By EPI economist L. Josh Bivens
Monetary policy makers face a tough tradeoff: they want to have the economy operating robustly enough to generate employment and wage growth for most Americans, but not to the point of overheating and sparking excessive inflation.
The economy, however, sent a mixed message in the second quarter of 2006: job growth decelerated rapidly compared to the first quarter, yet most measures of inflation still ticked up. This had led to a debate about what the Federal Reserve should do about interest rates in coming months, with many advocating that the higher inflation numbers argue for slowing the economy by clamping down even further on the labor market via increased interest rates.
Ben Bernanke, Chairman of the Federal Reserve, has rightly suggested that rising inflation isn’t always the result of pressures coming from the labor market, saying in his recent testimony before the Senate Banking Committee:
Profit margins are currently relatively wide, and the effect of a possible acceleration in [labor] compensation and price inflation would thus also depend on the extent to which competitive pressures force firms to reduce [profit] margins rather than pass on higher costs.
The chart below illustrates just how much of the recent rise in one measure of inflation1 has been driven by labor costs, profit margins, and other inputs, respectively.2 From the first quarter of 2005 to the first quarter of 2006, unit prices in the non-financial corporate sector (i.e., about 65% of the private sector) have risen by 2.1%. Since labor compensation barely kept pace with productivity over this time, unit labor costs added only 0.1% to prices. Rising profit margins, conversely, contributed 2.3% to price growth. Other inputs subtracted a small bit from price growth. In essence, the entirety of price inflation in the non-financial corporate sector over the last year can be explained by rising profit margins.

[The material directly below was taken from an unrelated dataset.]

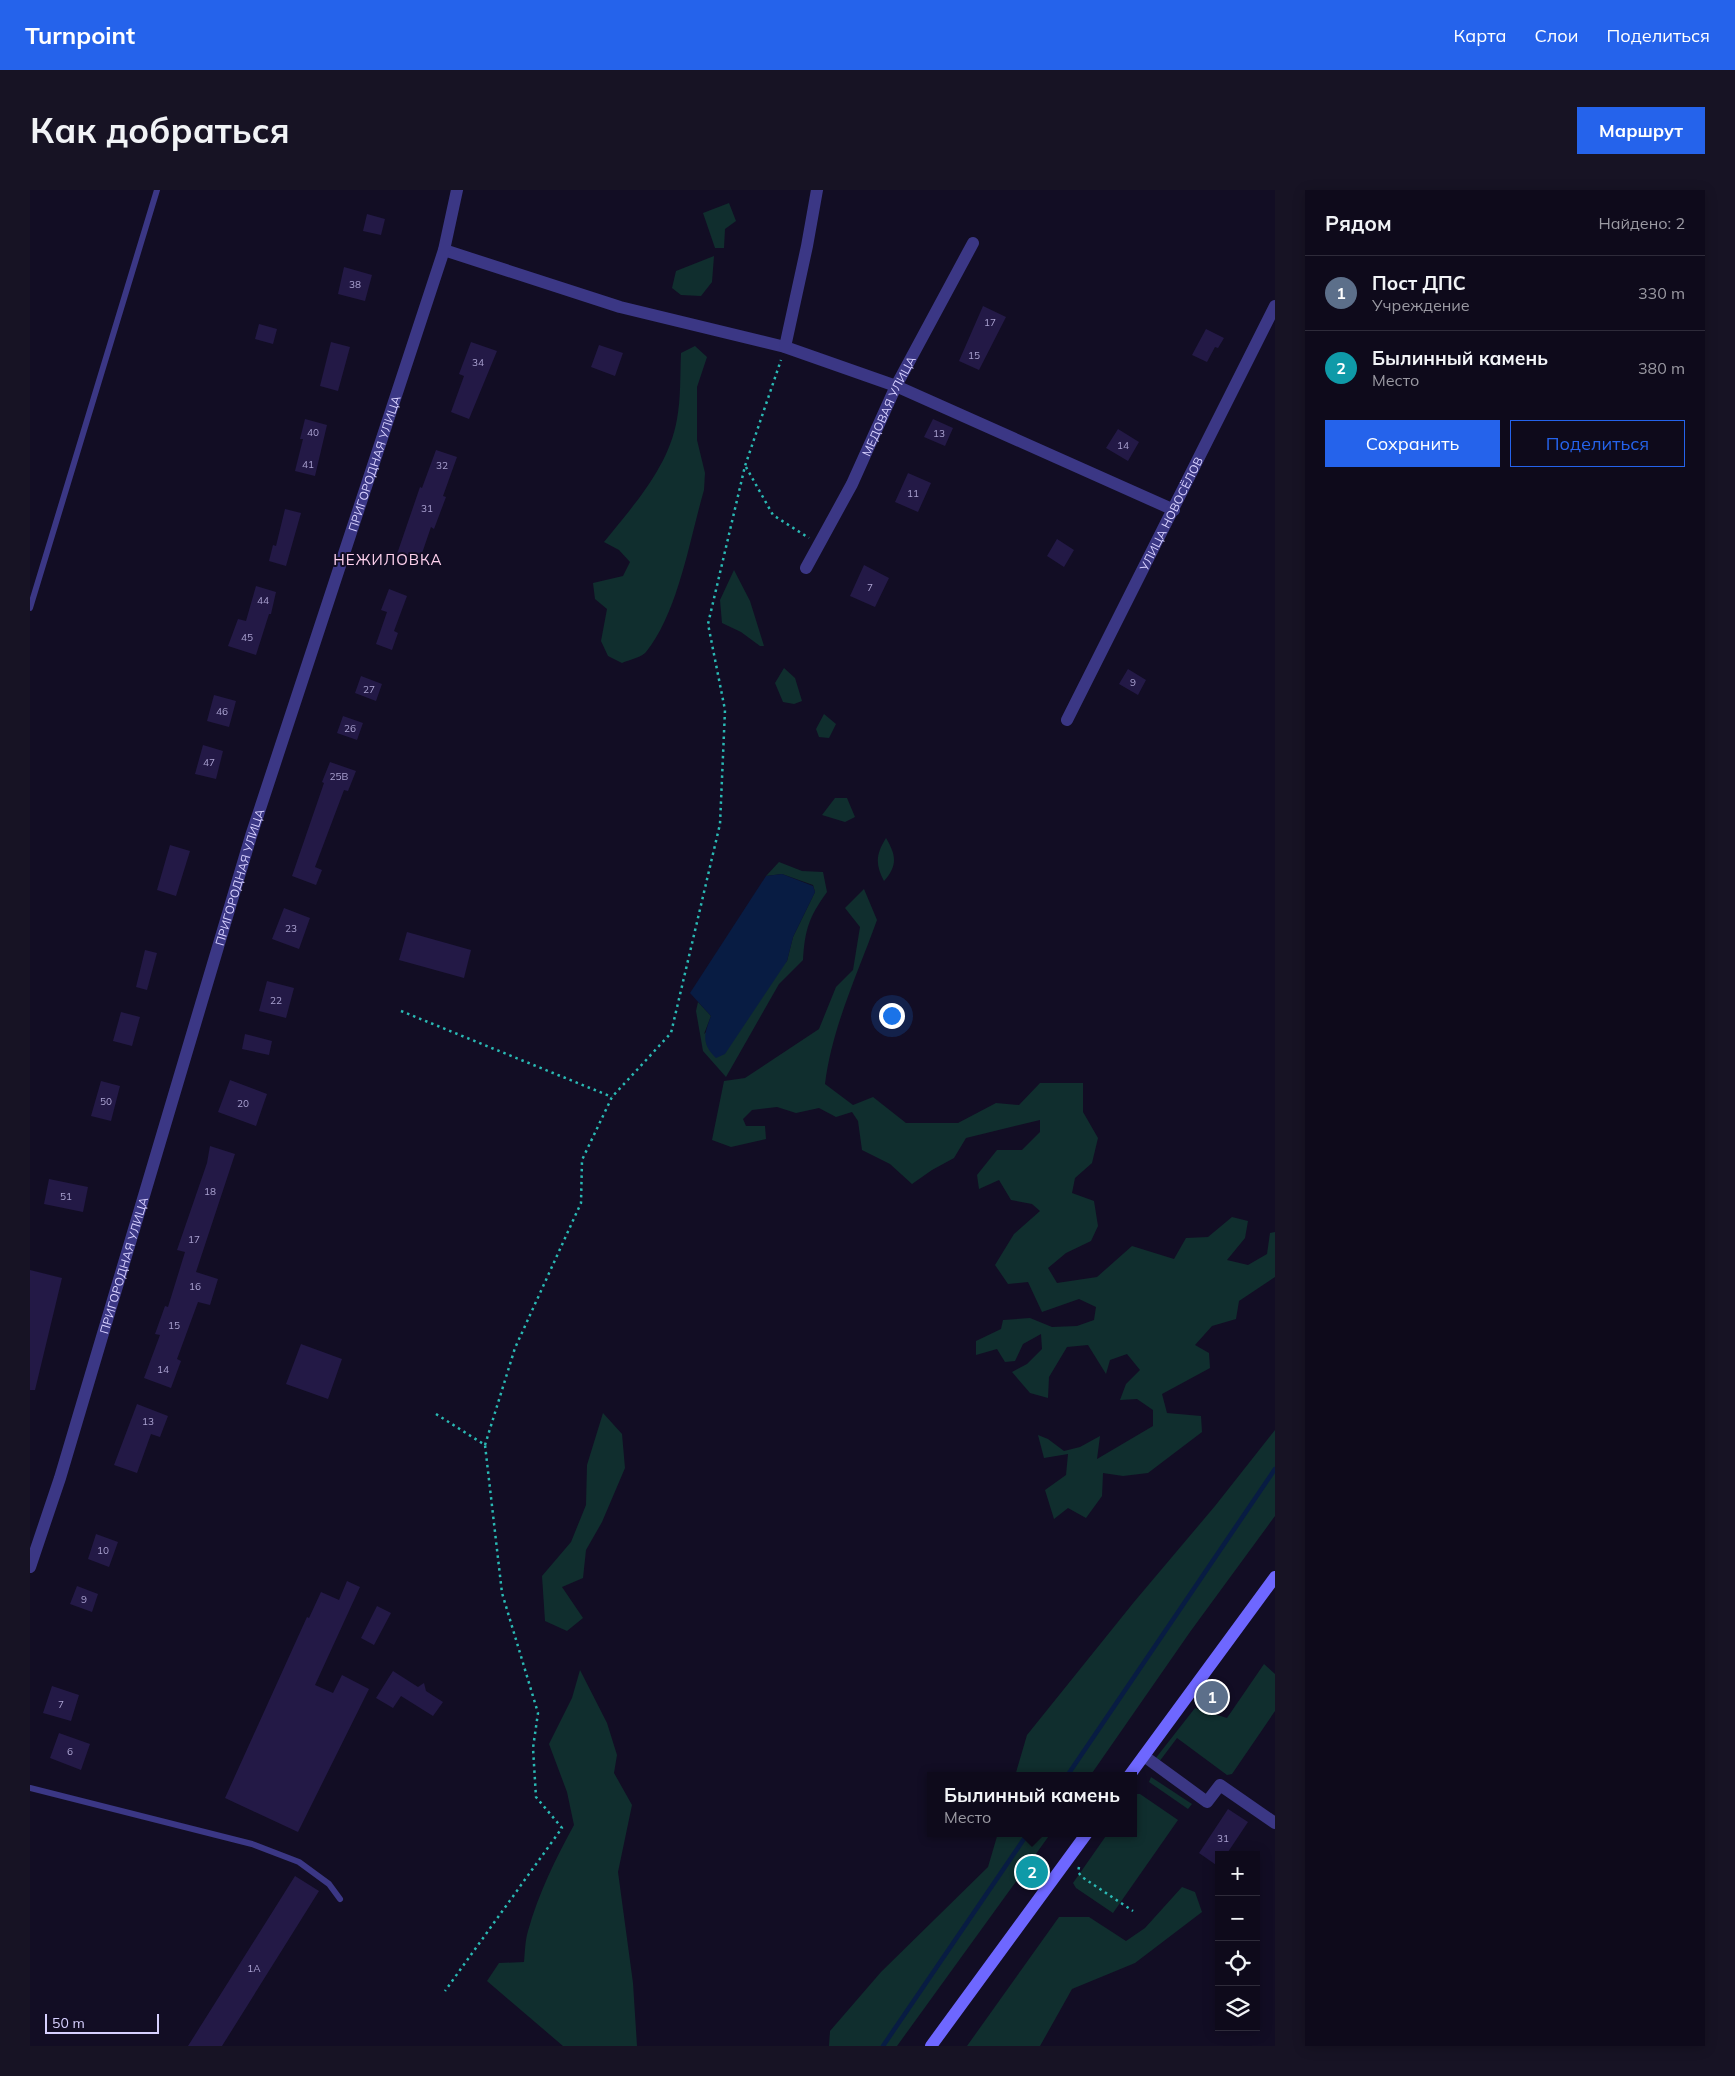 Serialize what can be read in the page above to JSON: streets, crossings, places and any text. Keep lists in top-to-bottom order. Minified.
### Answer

The cause of rising prices in recent years is not labor costs, and any effort to contain inflation shouldn't pin the bull’s eye on American workers’ paychecks.
Notes
1. This non-traditional measure of inflation is the price per unit
of value-added of non-financial domestic corporate business. The
non-financial corporate sector accounts for about 65% of the
private sector in the United States. To be clear, this is not the
consumer price index (CPI), the most commonly used measure of
inflation. The CPI directly includes the price of some goods, like
oil, that have shown much higher rates of inflation in the recent
past, and, it measures only the price increases of consumption
goods. The inflation measure here looks at the price of all final
goods (not just consumption goods) produced domestically in the
U.S. by the non-financial corporate sector.
2. The data are from the Bureau of Economic Analysis' series on price, cost, and profit per unit of real gross value-added of non-financial domestic corporate business. The unit price measures from this series is an untraditional measure of inflation (it has run lower than other measures in recent years), but it does allow a direct accounting for the various influences on rising unit prices. Due to rounding errors, the original series doesn't always allow the components of price increases to sum to 1. The graph in this snapshot uses the calculated weights of labor costs, profits, and other inputs in contributing to price growth to account for 100% of the observed price change in each period.